1. Shower for as long as you like – Being home alone means no queue for the bathroom and thus no need to cut your shower time short. There’s also nobody around to judge you if you’d rather leave the daily cleansing ritual to an unorthodox time of day, or if you need to do the now risk-free naked run.
2. Walk around naked– Self-confessed exhibitionist or not, the exhilarating feeling accompanying a naked traipse around is worth it. The pressure to cover up suddenly vanishes when you know you won’t be seen by anybody, with a heightened sense of body confidence (and maybe vanity) taking its place.
3. The kitchen is your domain – Cooking can be stressful: it requires equipment, ingredients and spare time to supervise your efforts, along with an occasional stir with the big spoon. Most people eat their evening meal in tandem, making the kitchen a competitive area; suffice to say, this will no longer be the case, and it feels so good. It’s also a good time to try out an ambitious recipe since you have time to clean up any mess you totally didn’t make.
4. Tidying-up can wait until the last minute – Consideration for other people engenders an enhanced responsibility to clean up after yourself – unless you’re home alone. If your housemates or family are away for more than one day, postpone damage repair to the last day of homely freedom and relax.

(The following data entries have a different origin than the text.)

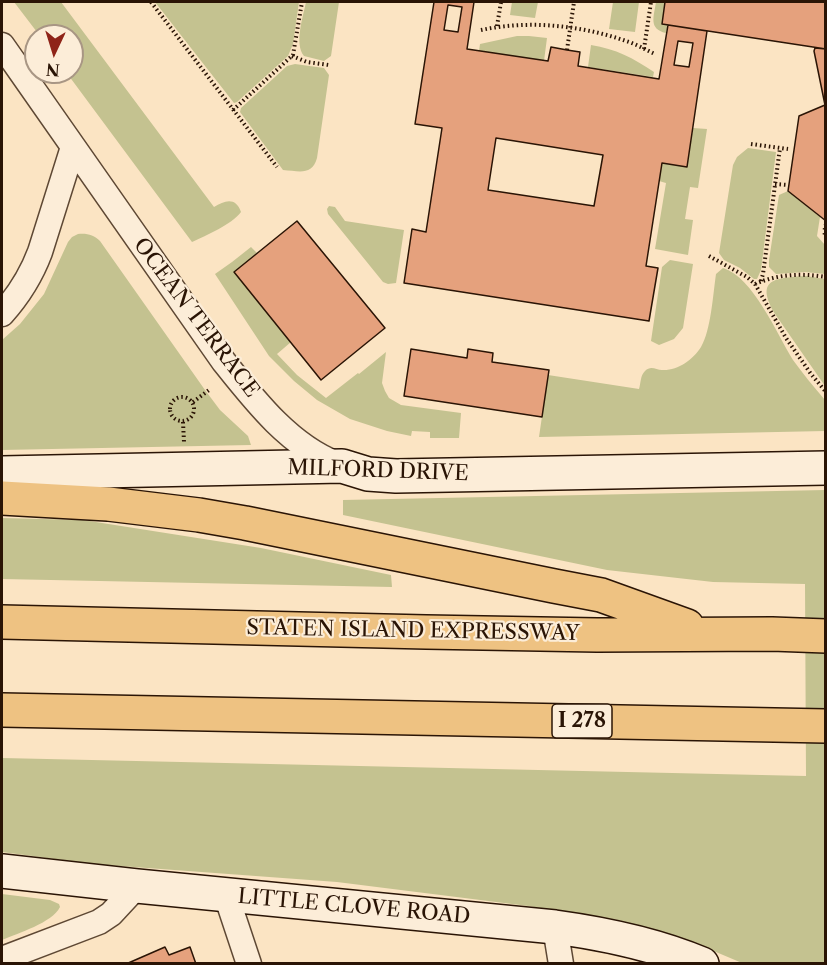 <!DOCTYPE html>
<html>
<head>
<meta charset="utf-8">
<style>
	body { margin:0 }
	#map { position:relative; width:827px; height:965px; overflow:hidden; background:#fbe4c3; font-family:"Libre Caslon Text",serif }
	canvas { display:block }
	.frame { position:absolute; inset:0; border:3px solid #2a1405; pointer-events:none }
	.north { position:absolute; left:24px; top:24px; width:60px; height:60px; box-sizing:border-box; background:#fcedd8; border:2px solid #a89684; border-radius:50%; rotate:184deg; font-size:16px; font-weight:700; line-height:24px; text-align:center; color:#2a1405 }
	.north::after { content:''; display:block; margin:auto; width:21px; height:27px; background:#8f2418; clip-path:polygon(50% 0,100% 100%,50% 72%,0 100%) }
</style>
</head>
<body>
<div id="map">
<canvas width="827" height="965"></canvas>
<div class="frame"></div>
<div class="north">N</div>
</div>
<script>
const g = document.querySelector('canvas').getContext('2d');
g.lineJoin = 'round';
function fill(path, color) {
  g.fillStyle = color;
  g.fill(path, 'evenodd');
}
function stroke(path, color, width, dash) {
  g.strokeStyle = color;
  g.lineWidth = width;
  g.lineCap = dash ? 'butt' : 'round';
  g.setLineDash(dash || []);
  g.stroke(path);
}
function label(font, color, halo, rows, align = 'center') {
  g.font = font + ' "Libre Caslon Text",serif';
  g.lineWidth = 4.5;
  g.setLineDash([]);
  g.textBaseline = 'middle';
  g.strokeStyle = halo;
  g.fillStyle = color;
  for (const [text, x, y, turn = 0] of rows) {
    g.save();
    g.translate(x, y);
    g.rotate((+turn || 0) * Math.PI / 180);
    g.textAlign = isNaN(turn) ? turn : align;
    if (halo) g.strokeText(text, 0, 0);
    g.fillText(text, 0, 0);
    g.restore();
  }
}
fill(new Path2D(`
	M14 2H61L214 207C225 200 236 197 241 212 231 225 207 235 192 242L66 72H72V36H40Z
	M155 2H299L293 44 288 56 237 102 234 103Z
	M306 2H339L331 56 324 61 304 56C294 44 303 17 306 2Z
	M512 2H538L535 18 510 15Z
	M613 2H639L635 32 609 29Z
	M656 2H665L662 24 668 25 666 33C648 29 654 16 656 2Z
	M517 36H529L547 38 544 61 479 51 480 44Z
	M591 45C616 49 633 58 654 72L653 77 588 67Z
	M295 64 324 68 329 75 317 158C312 176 299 171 283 170L240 112 241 108 287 66Z
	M693 128 707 129 698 188 690 187 685 219 693 220 688 255 655 249 666 183 659 181 662 163 687 167Z
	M748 148 776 152 761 270 757 279H754L740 268 724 260 719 253 733 165 737 157Z
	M788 191 820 217 817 236 825 245V274L805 272 776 274 769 267V260L779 195Z
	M329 206 335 207 345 221 404 230 396 283 388 284 383 282 328 214 327 209Z
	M78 234C87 233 94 235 100 241L205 390 220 410 248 436 251 445 2 450V340L20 324 44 294 68 242 72 237Z
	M251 247 257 253 234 272 291 342 277 354 297 375 326 398 358 373 359 374 386 352 382 383 385 391 389 398 401 405 461 413 459 438H430V432L412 431 411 436 387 431 350 419 317 400 294 381 269 356 215 274 232 262Z
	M670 260 693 264 683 328 674 339 659 345 651 341 662 267Z
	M723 268C753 277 777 334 793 360 803 374 814 387 825 400V431L539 437 548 375 639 389C641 383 640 376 645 371 651 365 656 370 662 370 677 371 693 360 701 347 711 330 713 294 716 274Z
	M806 276 825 279V386L775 314C754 278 776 278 806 276Z
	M825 490V963H742L690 941 618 920 528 906 337 882 93 864 2 852V758L806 776 805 584 713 582 607 570 343 515V500Z
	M2 518 83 520 261 548 391 575 392 587 2 579Z
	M2 894 50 900 59 904 60 907C52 923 18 933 2 940Z`), '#c4c290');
const building = new Path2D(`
	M434 2H474L467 49 548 61 551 47 567 50 580 52 578 66 659 79 668 25 707 31 687 167 662 163 646 266 658 268 649 321 404 283 412 229 426 232 442 128 415 124ZM448 5 462 7 458 32 444 30ZM678 41 693 43 689 67 674 65ZM496 138 603 155 594 206 488 190Z
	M665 2H826V49L662 24Z
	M815 48 826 49V221L788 191 799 116 825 105 814 51Z
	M297 221 385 328 321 380 234 272Z
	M411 349 467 358 468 349 493 353 492 362 549 370 542 417 404 396Z
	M165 947 169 955 190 947 196 964H126Z`);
fill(building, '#e5a17d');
stroke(building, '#2a1405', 1.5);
const street = new Path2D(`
	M2 45 224 362C255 401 290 446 337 464
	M2 314C19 295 31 276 40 252L73 147
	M226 895 249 964
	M555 927 561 964
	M2 959 99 922 111 914 137 886`);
const secondary = new Path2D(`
	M2 473 342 466 368 474 396 476 826 468
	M2 871 137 886 555 927C606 934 655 944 702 964`);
const highway = new Path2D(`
	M2 498 108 504 199 515 245 523 554 586 601 595 687 626
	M2 622 426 632 597 635 772 634 826 636
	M2 710 826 726`);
stroke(street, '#5e4834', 27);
stroke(secondary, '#2a1405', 36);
stroke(highway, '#2a1405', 36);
stroke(new Path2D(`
	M151 2 277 167
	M497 26 501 2
	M481 30C529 20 580 25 626 41 636 44 646 50 655 54
	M644 49 651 2
	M567 50 574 2
	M292 56 307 62 329 65
	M233 110 293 55 302 2
	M751 144 788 149
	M775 184 788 185
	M826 224 824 232 826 237
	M709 256 747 277 755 284 786 338 811 374 826 392
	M761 281 763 274 780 148
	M755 284C778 274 801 273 826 277
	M170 409a12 12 0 1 1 24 0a12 12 0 1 1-24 0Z
	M193 402 209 390
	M183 422 184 442`), '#2a1405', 4, [1.5, 3]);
stroke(street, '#fcedd8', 24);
stroke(secondary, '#fcedd8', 33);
stroke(highway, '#eec282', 33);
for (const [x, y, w] of [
	[582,721,60]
]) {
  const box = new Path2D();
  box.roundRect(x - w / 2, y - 17, w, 34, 4.5);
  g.fillStyle = '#fcedd8';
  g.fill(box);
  stroke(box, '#2a1405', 1.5);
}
label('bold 20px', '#2a1405', null, [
	["I 278",582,721]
]);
label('21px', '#2a1405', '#fcedd8', [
	["OCEAN TERRACE",196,318,53],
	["MILFORD DRIVE",378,471,2],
	["STATEN ISLAND EXPRESSWAY",413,631,1],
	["LITTLE CLOVE ROAD",354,907,5]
]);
</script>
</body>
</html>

5. Do the activities you’re usually too self-conscious to do – Ideas include: singing, practicing an instrument, painting on a canvas; anything you’re afraid to do in front of other people is now open to you as an activity. Take advantage of this: create! Keep creating upon their return.
6. You can talk to yourself – Lots of us process thoughts, feelings and decisions via communication and since you’re the expert on your life, there’s no better person to verbally consult than yourself. If you need to reel off your to-do list or relieve your brain of current obsessions aloud, you can freely do so.
7. Borrow something, return it ASAP and voila – Sometimes you don’t have a household object to hand and suspect a housemate might possess it, yet you’d rather not disturb anybody. Fear not, you can now use whatever utensil you like and put it back without any human interaction involved. It’s the little things.